The arrests and punishments, which took place in a 24-hour span, were part of a wider crackdown on behavior that the regime deems to be inappropriate.
Qazvin prosecutor Esmail Sadeghi Niaraki charged that the participants were “dancing and jubilating,” while the women at the party were described as “half-naked,” a phrase that often describes merely not wearing regime-sanctioned head coverings, scarves, and long coats. Similar raids took place in two other Iranian cities, Iranian media reported. 97 people were arrested and several “polluted singles houses were cleaned” in Semnan, and 23 more were arrested in Kerman, the official Islamic Republic News Agency reported.
Col. Mojtaba Ashrafi of the Semnan police said that his department carried out raids on 58 homes occupied by singles. Although living alone is not forbidden in Iran, Ashrafi said that homes occupied by singles were more likely to be sites of illegal behavior.

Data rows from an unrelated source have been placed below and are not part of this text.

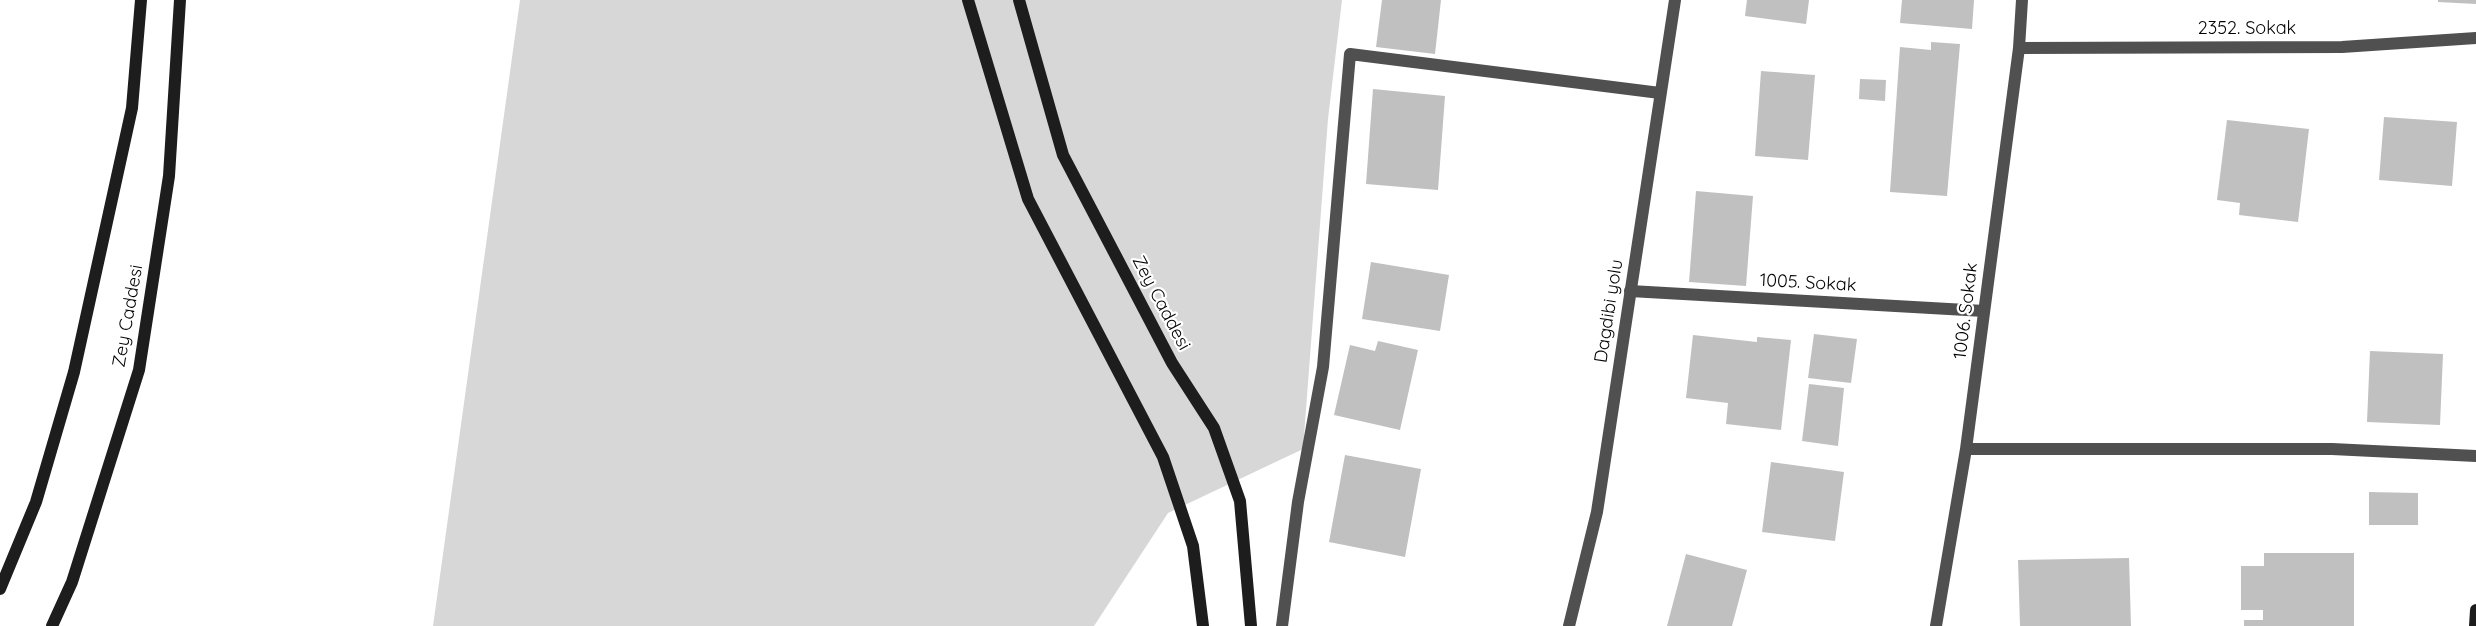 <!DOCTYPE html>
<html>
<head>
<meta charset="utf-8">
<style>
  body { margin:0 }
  canvas { display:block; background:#fff }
</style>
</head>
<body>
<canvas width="2476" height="626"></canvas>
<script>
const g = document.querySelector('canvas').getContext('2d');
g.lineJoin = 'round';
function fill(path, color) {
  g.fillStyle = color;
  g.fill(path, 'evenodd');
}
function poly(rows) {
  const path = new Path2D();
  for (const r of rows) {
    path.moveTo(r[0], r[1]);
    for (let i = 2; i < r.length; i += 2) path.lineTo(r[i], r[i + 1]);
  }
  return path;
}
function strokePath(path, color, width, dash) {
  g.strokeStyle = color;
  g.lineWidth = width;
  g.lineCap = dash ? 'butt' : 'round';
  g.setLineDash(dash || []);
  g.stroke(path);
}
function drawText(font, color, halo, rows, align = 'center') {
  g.font = font + ' Quicksand,sans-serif';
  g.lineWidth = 4.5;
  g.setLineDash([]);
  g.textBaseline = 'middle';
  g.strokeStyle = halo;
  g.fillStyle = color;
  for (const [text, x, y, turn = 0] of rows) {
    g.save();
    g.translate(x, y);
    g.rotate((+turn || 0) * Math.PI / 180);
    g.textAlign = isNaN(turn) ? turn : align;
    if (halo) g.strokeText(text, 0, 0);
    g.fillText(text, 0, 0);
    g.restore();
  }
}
fill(poly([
  [520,0,1342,0,1328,119,1303,449,1168,513,1094,626,433,626]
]), '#d7d7d7');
fill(poly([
  [1382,0,1441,0,1435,54,1376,47],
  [1747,0,1809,0,1806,24,1745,16],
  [1902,0,1974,0,1972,29,1900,23],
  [2438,0,2476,0,2476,4,2438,2],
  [1931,42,1960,44,1947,196,1890,192,1900,47,1931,50],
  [1761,71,1815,75,1808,160,1755,156],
  [1860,79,1886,80,1885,101,1859,99],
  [1373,89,1445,96,1438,190,1366,184],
  [2384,117,2457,122,2452,186,2379,180],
  [2227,120,2309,129,2298,222,2239,215,2240,203,2217,200],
  [1696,191,1753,196,1746,286,1689,282],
  [1371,262,1449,275,1440,331,1362,319],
  [1814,334,1857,339,1851,383,1808,378],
  [1693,335,1757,342,1757,337,1791,340,1781,430,1726,424,1728,403,1686,398],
  [1378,341,1418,350,1400,430,1334,415,1350,345,1375,351],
  [2370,351,2443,354,2440,425,2367,422],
  [1809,384,1844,388,1838,446,1802,441],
  [1345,455,1421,469,1405,557,1329,542],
  [1771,462,1844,472,1835,541,1762,532],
  [2369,492,2418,493,2418,525,2369,525],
  [2264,553,2354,553,2354,626,2244,626,2244,620,2263,620,2263,610,2241,610,2241,566,2264,566],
  [1686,554,1747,570,1732,626,1667,626],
  [2129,558,2131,626,2020,626,2018,560]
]), '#c0c0c0');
strokePath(poly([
  [2019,48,2342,47,2476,38],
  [1630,291,1984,311],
  [1966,449,2332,449,2476,456],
  [1282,626,1298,502,1323,367,1350,54,1660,93],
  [1936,626,1966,449,2019,48,2022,0]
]), '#505050', 12);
strokePath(poly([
  [1569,626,1597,512,1675,0]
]), '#505050', 12);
strokePath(poly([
  [968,0,1028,199,1163,457,1193,546,1203,626],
  [1019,0,1063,155,1172,363,1214,428,1240,501,1251,626],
  [0,589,36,502,74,372,132,108,141,0],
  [52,626,72,582,139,370,169,176,180,0],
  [2475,626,2476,610]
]), '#1d1d1d', 12);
drawText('18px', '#000', '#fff', [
  ["2352. Sokak",2247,29],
  ["1005. Sokak",1808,283,3],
  ["Zey Caddesi",1161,303,62],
  ["Dagdibi yolu",1609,311,-81],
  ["1006. Sokak",1966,311,-83],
  ["Zey Caddesi",128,316,-80]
]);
</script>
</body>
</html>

He said that drugs, alcoholic beverages, and satellite receivers were found in some of the homes raided.
The regime’s continued assaults on personal freedoms have worsened since the nuclear deal was reached last year. The Times reported in November that Iranians hoping that the nuclear deal would lead to a rapprochement with the West had been “jolted with a series of increasingly rude awakenings,” including increased anti-American activity and a further erosion of rights. The report was prompted by the arrests of several prominent Iranian journalists and businessmen with ties to the United States.
Eight Iranian women, including well-known model Elham Arab, were arrested two weeks for appearing on Instagram with improperly covered hair. State television showed Arab being questioned by a prosecutor. Over 170 people, including the models, photographers, and hair-stylists, were arrested as part of the crackdown, which is part of a broader move against “immodesty.”
Last October, two Iranian poets were sentenced to jail and 99 lashes each for shaking hands with members of the opposite sex. The following month, reports surfaced that Iranian actress Sadaf Taherian was forced to flee the country after she posted pictures of herself with her hair uncovered on social media.
National elections in February resulted in hardliners consolidating their control over Iran’s parliament and the influential Assembly of Experts.
Saudi journalist Abdulrahman al-Rashed predicted last year that the nuclear deal would embolden Iran’s hardliners because they would “feel more confident, aware that foreign threats will have been neutralized and that no one will be able to confront them.”
In the past few years, a prominent Iranian actress was forced to apologize to avoid a lashing sentence after she kissed a male official at the Cannes Film Festival. Shortly afterwards, a group of young Iranians were arrested and sentenced to jail and lashes for making a video dancing to the song “Happy” by Pharrell Williams. The sentences were suspended after Williams and other international observers protested.